Key Terms and Phrases:

  • Brent Oil Price: Mention of the Brent oil price standing at $81 on December 1.
  • Systemic Position: Leaders’ roles at the intersection of geopolitics and geoeconomics in the international oil market.
  • Psychology of Leaders: The impact of the personal challenges and mental states of leaders like Netanyahu, Biden, and MBS on market dynamics.

Key Quotes:

  • “Dominant drivers of market conditions today are not the fundamentals of demand and supply, but the non-fundamentals, the psychology of leaders.”
  • “Might we not be experiencing the deceptive calm that precedes a volatile storm?”

Key Statements:

  • Fundamentals vs. Non-fundamentals: The article questions whether the current market conditions are sustainable, highlighting the potential influence of leaders’ psychology over traditional supply and demand fundamentals.
  • Deceptive Calm: Raises the possibility that the calm in the oil market may be deceiving, suggesting an impending volatile shift.

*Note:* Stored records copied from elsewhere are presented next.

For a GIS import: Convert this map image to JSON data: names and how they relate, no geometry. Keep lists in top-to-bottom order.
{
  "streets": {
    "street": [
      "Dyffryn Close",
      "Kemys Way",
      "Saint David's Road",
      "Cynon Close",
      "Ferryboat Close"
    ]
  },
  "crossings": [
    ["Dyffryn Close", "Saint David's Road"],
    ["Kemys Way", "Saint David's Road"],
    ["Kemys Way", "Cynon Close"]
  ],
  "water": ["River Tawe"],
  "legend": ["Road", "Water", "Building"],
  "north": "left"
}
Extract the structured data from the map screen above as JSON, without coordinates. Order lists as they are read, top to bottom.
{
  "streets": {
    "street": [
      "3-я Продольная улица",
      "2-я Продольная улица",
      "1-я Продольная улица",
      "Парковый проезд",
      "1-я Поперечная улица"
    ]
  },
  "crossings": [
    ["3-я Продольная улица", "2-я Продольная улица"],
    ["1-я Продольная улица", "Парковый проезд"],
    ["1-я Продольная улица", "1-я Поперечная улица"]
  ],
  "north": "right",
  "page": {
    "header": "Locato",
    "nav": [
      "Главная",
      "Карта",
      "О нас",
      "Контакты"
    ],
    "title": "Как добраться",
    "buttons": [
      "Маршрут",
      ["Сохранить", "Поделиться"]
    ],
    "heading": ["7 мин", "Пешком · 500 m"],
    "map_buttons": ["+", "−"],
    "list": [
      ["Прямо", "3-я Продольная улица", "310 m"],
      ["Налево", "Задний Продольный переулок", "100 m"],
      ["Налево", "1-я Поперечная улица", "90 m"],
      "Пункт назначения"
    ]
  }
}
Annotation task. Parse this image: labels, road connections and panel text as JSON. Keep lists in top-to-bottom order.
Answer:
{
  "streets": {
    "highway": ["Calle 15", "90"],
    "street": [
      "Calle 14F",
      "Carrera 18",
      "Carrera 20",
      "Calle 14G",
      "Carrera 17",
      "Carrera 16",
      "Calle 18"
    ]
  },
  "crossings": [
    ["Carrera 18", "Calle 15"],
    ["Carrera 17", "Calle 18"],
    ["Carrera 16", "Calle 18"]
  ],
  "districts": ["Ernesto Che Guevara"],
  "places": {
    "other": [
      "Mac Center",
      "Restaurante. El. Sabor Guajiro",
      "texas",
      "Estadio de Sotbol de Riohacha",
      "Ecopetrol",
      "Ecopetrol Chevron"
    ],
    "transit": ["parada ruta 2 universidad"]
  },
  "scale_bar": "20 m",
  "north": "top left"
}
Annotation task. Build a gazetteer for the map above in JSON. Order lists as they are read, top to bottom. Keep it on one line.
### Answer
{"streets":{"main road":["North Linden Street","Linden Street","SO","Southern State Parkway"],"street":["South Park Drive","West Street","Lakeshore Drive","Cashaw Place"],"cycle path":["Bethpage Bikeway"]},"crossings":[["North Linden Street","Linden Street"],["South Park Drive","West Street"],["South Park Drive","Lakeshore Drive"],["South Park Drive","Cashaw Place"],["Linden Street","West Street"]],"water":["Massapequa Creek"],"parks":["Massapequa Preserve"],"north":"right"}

Key Examples and References:

  • Recent Middle East Tensions: Refers to the attack by the Al Qassam brigade and the potential impact on oil prices, contrasting with the unexpected stable market conditions.
  • US Troops Casualties: Hypothetical scenario of US troops being killed in Syria and Iraq, prompting debates on military responses with implications for oil prices.

Key Facts and Data:

  • Oil Discoveries: Mentions recent oil discoveries in Brazil and Guyana, along with increasing US shale oil production.
  • Chinese Economic Slowdown: Highlights the slowing demand for oil due to the slackening Chinese economy.

Critical Analysis:

  • Leaders’ Influence: Emphasizes the potential impact of leaders’ personal challenges and decisions on the trajectory of the petroleum market, suggesting a shift from traditional market dynamics.
  • Unpredictability of Oil Market: Acknowledges the difficulty in predicting the oil market, attributing it to a combination of fundamental and non-fundamental factors.

Way Forward:

  • Contingency Actions: Encourages decision-makers to contemplate contingency actions based on two alternative scenarios: rising oil prices or a significant drop, suggesting strategic petroleum reserve buildup and streamlined trading norms for arbitrage opportunities in anticipation.
  • Strategic Petroleum Reserves: Given the uncertainty in the oil market, India should accelerate efforts to build and expand its strategic petroleum reserves, providing a buffer against potential supply disruptions or price volatility.
  • Strategic Collaboration: Explore collaborative efforts with key oil-producing nations to strengthen energy security, fostering partnerships that ensure stable and reliable oil supplies.
  • Investment in Renewable Energy: Accelerate investments in renewable energy sources to reduce dependence on volatile oil markets, promoting sustainability and environmental conservation.
  • Energy Efficiency Measures: Implement stringent energy efficiency measures across industries and sectors to mitigate the impact of oil price fluctuations and contribute to a more resilient energy landscape.